Could you copy exactly the lines from the start of the records through the one containing "height:3px; margin:-1.5px; padding:0", both included, and leave out the pictures?
****************************************
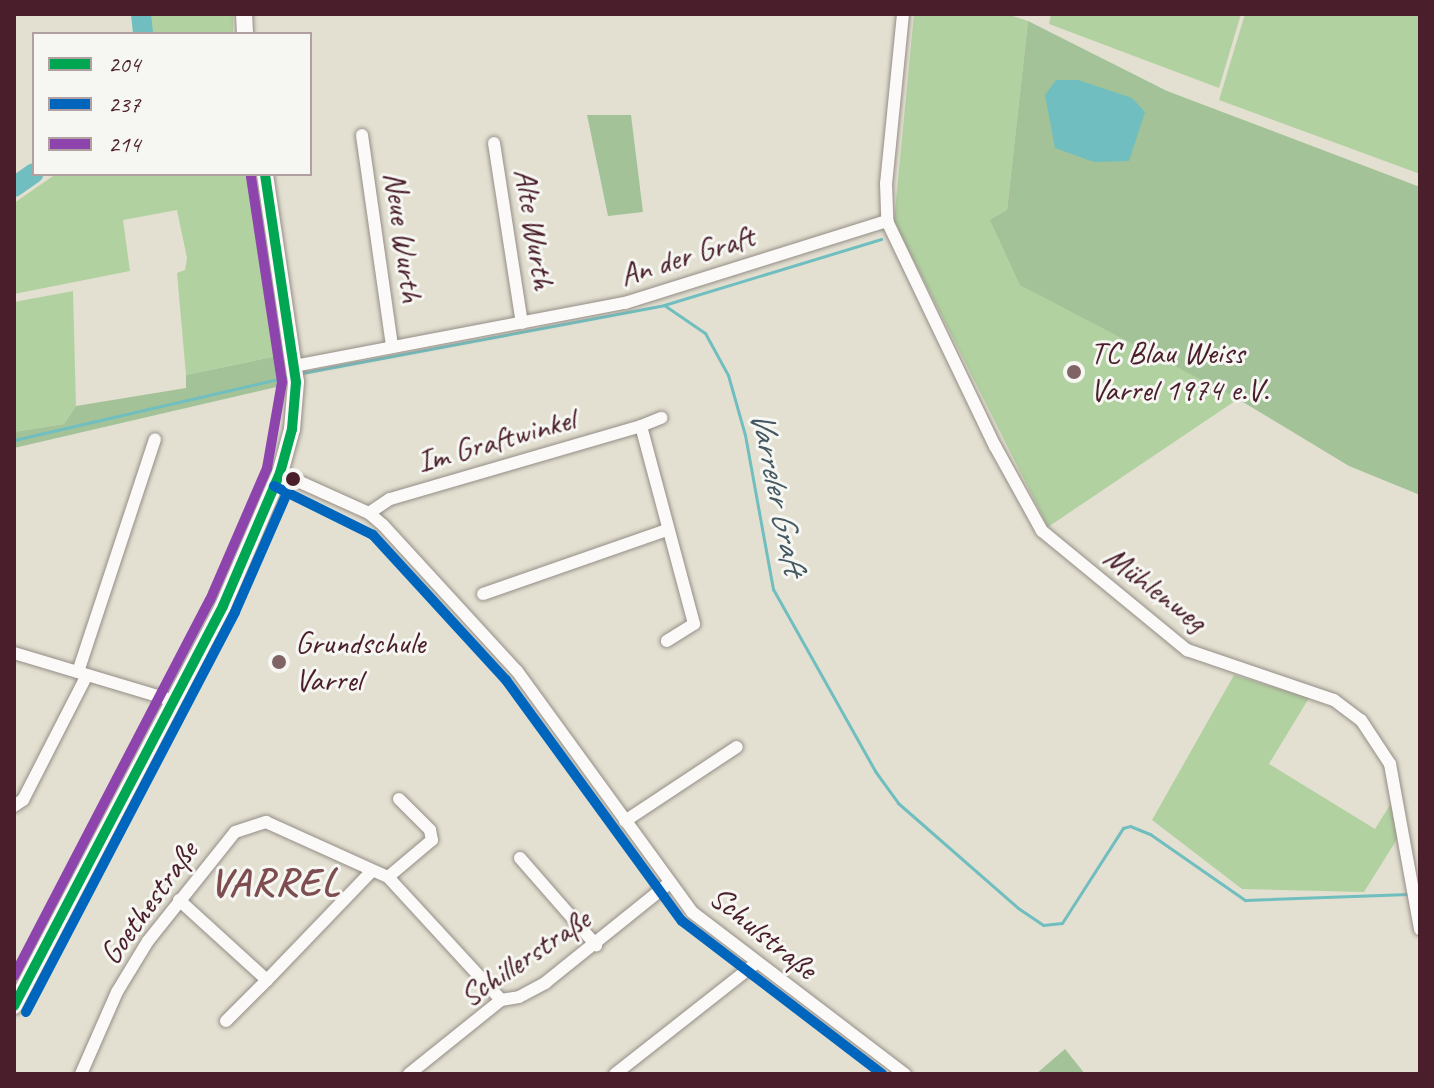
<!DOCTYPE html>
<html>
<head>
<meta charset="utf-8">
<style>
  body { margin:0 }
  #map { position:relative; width:1434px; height:1088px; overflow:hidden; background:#e3e0d1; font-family:Caveat,sans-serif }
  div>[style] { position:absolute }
  .green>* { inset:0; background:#b2d1a1; transform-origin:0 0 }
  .forest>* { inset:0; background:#a3c298 }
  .water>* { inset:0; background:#70bebf }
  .stream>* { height:3px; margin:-1.5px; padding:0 1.5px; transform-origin:1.5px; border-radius:1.5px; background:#70bebf }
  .river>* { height:20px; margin:-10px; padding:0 10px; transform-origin:10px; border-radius:10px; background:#70bebf }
  .roads { filter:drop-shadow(0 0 2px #958d87) drop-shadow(0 0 2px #958d87) }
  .minor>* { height:12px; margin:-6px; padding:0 6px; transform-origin:6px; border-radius:6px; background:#fbfaf8 }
  .major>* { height:16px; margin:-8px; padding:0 8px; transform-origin:8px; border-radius:8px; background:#fbfaf8 }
  .bus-1>* { height:10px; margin:-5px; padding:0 5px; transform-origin:5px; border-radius:5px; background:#00a651 }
  .bus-2>* { height:10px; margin:-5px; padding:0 5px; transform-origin:5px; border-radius:5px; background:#0065bd }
  .bus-3>* { height:10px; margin:-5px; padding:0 5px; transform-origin:5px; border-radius:5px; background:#8e44ad }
  .dots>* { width:22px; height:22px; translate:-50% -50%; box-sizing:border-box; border:4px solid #f6f6f2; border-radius:50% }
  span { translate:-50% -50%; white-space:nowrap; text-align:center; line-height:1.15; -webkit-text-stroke:6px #f6f6f2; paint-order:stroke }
  .street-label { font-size:32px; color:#4a1f2b }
  .poi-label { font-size:32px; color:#4a1f2b }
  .left { translate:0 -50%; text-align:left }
  .water-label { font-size:34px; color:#455963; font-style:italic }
  .district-label { font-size:40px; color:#7d4d4f; font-weight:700; letter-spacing:2px }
  .frame { position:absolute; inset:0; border:16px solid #4a1f2b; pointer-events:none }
  .legend { position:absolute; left:32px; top:32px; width:280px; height:144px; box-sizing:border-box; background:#f6f6f2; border:2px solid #b1a0a2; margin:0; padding:10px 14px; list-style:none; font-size:24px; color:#4a1f2b }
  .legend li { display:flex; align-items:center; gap:16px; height:40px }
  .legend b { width:40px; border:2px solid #b1a0a2 }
</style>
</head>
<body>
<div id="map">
  <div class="green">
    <i style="left:148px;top:14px;width:85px;height:20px"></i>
    <i style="clip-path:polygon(914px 14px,1007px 14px,1028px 21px,1007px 210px,1154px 353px,1238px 399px,1048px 527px,894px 221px)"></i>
    <i style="clip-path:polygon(1051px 14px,1241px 14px,1219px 88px,1049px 24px)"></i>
    <i style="clip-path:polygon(1245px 14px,1420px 14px,1420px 174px,1219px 100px)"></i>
    <i style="clip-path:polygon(56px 174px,254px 174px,282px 355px,186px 375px,177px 273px,185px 270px,187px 258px,177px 210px,123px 220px,130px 271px,14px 294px,14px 203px)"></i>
    <i style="clip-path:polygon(73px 291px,76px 406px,64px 424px,14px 432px,14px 302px)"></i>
    <i style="clip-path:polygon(1234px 675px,1309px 698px,1269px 764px,1375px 829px,1393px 800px,1399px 836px,1364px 892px,1242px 889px,1152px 820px)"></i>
  </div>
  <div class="forest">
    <i style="clip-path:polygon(1028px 21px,1167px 91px,1420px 187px,1420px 495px,1349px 466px,1238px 399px,1020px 285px,990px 220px,1007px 210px)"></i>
    <i style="clip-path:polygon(587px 115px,631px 115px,643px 212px,608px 216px)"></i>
    <i style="clip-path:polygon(282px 355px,285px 385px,14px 448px,14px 432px,64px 424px,76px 406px,186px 388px,186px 375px)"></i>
    <i style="clip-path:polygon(1065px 1049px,1085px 1074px,1036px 1074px)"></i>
  </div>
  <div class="water">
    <i style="clip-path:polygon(1056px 80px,1078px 80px,1132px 98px,1145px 112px,1129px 161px,1094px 162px,1055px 148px,1045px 95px)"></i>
  </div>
  <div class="stream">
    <i style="left:664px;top:305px;width:227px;rotate:-16.9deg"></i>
    <i style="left:302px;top:373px;width:368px;rotate:-10.6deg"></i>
    <i style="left:664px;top:305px;width:50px;rotate:34.3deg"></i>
    <i style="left:705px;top:333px;width:48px;rotate:61.3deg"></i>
    <i style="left:728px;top:375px;width:62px;rotate:74.2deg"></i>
    <i style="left:745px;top:435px;width:157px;rotate:79.7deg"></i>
    <i style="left:773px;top:589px;width:209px;rotate:60.7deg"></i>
    <i style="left:875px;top:771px;width:39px;rotate:54deg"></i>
    <i style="left:898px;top:803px;width:159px;rotate:41.2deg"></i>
    <i style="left:1018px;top:908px;width:30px;rotate:34deg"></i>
    <i style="left:1043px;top:925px;width:19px;rotate:-6deg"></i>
    <i style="left:1062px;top:923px;width:113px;rotate:-57.3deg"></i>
    <i style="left:1123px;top:828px;width:7px;rotate:-16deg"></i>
    <i style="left:1130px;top:826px;width:22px;rotate:22deg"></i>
    <i style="left:1150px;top:834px;width:116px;rotate:34.8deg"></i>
    <i style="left:1245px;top:900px;width:164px;rotate:-2.1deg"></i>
    <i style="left:14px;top:440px;width:284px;rotate:-13deg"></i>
  </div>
  <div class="river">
    <i style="left:141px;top:14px;width:20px;rotate:84deg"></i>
    <i style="left:14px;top:187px;width:24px;rotate:-35deg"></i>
  </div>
  <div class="roads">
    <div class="minor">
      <i style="left:903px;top:14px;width:170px;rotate:95.7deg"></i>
      <i style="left:886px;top:183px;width:38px;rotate:88deg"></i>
      <i style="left:887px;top:221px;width:250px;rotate:64.4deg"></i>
      <i style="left:995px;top:446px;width:97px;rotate:61.1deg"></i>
      <i style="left:1042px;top:531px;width:188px;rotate:39.4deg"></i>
      <i style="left:1187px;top:650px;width:155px;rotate:18.8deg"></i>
      <i style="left:1334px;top:700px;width:34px;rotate:37deg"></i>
      <i style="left:1361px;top:720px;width:53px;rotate:56.6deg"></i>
      <i style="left:1390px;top:764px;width:168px;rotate:79.7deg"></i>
      <i style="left:362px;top:135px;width:214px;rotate:81.9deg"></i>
      <i style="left:494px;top:143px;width:182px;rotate:81.2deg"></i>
      <i style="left:294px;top:366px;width:337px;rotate:-10.8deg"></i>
      <i style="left:625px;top:303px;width:275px;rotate:-17.4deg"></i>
      <i style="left:641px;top:426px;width:22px;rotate:-22deg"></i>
      <i style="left:280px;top:473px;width:98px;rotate:24.2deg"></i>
      <i style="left:369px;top:513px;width:18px;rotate:41deg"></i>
      <i style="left:383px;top:525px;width:198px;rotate:47.5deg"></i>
      <i style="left:517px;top:671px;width:298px;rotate:54deg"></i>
      <i style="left:692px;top:912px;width:268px;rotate:37.3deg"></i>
      <i style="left:369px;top:513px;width:25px;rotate:-34deg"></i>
      <i style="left:390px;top:499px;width:261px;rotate:-16.2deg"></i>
      <i style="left:641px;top:426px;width:205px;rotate:75deg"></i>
      <i style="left:694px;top:624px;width:32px;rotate:148deg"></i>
      <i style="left:483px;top:594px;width:195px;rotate:-19.2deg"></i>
      <i style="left:14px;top:653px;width:164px;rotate:16.7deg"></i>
      <i style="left:78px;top:672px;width:245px;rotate:-71.7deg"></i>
      <i style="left:399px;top:799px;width:44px;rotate:45deg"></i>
      <i style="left:430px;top:830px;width:10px;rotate:79deg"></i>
      <i style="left:432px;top:840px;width:57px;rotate:139.9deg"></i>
      <i style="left:388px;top:877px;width:167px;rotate:47.4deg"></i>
      <i style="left:14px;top:806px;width:11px;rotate:-34deg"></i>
      <i style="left:23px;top:800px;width:140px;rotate:-62.9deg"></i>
      <i style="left:625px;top:821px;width:134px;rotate:-33.5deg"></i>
      <i style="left:520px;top:858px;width:116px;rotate:48.9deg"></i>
      <i style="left:179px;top:900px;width:119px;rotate:42.3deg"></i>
      <i style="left:267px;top:980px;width:151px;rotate:-46.1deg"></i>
      <i style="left:226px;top:1021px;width:58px;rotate:-45deg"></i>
      <i style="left:81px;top:1074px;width:90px;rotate:-66.3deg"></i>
      <i style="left:117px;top:992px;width:60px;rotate:-58.7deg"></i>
      <i style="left:148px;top:941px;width:139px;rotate:-51.4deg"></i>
      <i style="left:235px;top:832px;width:33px;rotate:-18deg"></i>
      <i style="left:266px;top:822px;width:134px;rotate:24.3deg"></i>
      <i style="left:409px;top:1074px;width:118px;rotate:-38.8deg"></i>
      <i style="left:501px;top:1000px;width:18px;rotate:-9deg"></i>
      <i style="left:519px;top:997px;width:30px;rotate:-28deg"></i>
      <i style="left:545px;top:983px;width:158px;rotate:-38.8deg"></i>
      <i style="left:615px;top:1074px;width:179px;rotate:-38.2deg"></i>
    </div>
    <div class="major">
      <i style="left:244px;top:14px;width:20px;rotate:87deg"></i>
      <i style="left:14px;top:1006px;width:451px;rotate:-62.4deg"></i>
      <i style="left:223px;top:606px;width:145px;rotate:-66.8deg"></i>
      <i style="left:280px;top:473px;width:46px;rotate:-74.7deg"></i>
      <i style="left:292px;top:429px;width:47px;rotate:-85.1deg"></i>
      <i style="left:296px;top:382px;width:210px;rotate:-98.5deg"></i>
    </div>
  </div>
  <div class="bus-1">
    <i style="left:14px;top:1006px;width:451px;rotate:-62.4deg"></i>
    <i style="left:223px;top:606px;width:145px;rotate:-66.8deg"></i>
    <i style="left:280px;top:473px;width:46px;rotate:-74.7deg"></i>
    <i style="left:292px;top:429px;width:47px;rotate:-85.1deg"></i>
    <i style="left:296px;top:382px;width:210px;rotate:-98.5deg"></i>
  </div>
  <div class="bus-2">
    <i style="left:274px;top:486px;width:110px;rotate:26.3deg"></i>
    <i style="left:373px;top:535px;width:197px;rotate:47.5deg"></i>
    <i style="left:506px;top:680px;width:298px;rotate:53.9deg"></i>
    <i style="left:682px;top:921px;width:252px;rotate:37.4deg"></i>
    <i style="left:26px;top:1012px;width:451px;rotate:-62.4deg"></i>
    <i style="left:235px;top:612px;width:145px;rotate:-66.4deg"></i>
  </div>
  <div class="bus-3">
    <i style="left:14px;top:976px;width:424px;rotate:-62.5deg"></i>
    <i style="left:210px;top:600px;width:144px;rotate:-66.6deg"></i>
    <i style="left:267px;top:468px;width:87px;rotate:-80.1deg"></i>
    <i style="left:282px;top:382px;width:208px;rotate:-98.6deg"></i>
  </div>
  <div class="dots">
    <i style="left:1074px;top:372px;background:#806365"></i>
    <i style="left:293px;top:479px;background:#4a1f2b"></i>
    <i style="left:279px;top:662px;background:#806365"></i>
  </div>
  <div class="street-label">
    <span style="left:534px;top:229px;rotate:81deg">Alte Wurth</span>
    <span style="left:403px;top:237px;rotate:82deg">Neue Wurth</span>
    <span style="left:687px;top:256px;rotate:-17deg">An der Graft</span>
    <span style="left:496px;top:441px;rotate:-16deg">Im Graftwinkel</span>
    <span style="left:1155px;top:589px;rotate:37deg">Mühlenweg</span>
    <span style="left:149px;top:903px;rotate:-54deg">Goethestraße</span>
    <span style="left:763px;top:933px;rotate:39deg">Schulstraße</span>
    <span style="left:525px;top:958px;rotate:-34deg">Schillerstraße</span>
  </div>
  <div class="poi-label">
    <span class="left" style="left:1090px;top:372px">TC Blau Weiss<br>Varrel 1974 e.V.</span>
    <span class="left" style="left:295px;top:662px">Grundschule<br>Varrel</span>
  </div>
  <div class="water-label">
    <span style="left:779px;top:492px;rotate:78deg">Varreler Graft</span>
  </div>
  <div class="district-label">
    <span style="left:275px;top:882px">VARREL</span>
  </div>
  <div class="frame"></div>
  <ul class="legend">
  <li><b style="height:10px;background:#00a651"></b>204</li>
  <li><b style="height:10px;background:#0065bd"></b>237</li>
  <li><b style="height:10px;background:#8e44ad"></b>214</li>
  </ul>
</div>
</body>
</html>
****************************************
→ Reply
<!DOCTYPE html>
<html>
<head>
<meta charset="utf-8">
<style>
  body { margin:0 }
  #map { position:relative; width:1434px; height:1088px; overflow:hidden; background:#e3e0d1; font-family:Caveat,sans-serif }
  div>[style] { position:absolute }
  .green>* { inset:0; background:#b2d1a1; transform-origin:0 0 }
  .forest>* { inset:0; background:#a3c298 }
  .water>* { inset:0; background:#70bebf }
  .stream>* { height:3px; margin:-1.5px; padding:0 1.5px; transform-origin:1.5px; border-radius:1.5px; background:#70bebf }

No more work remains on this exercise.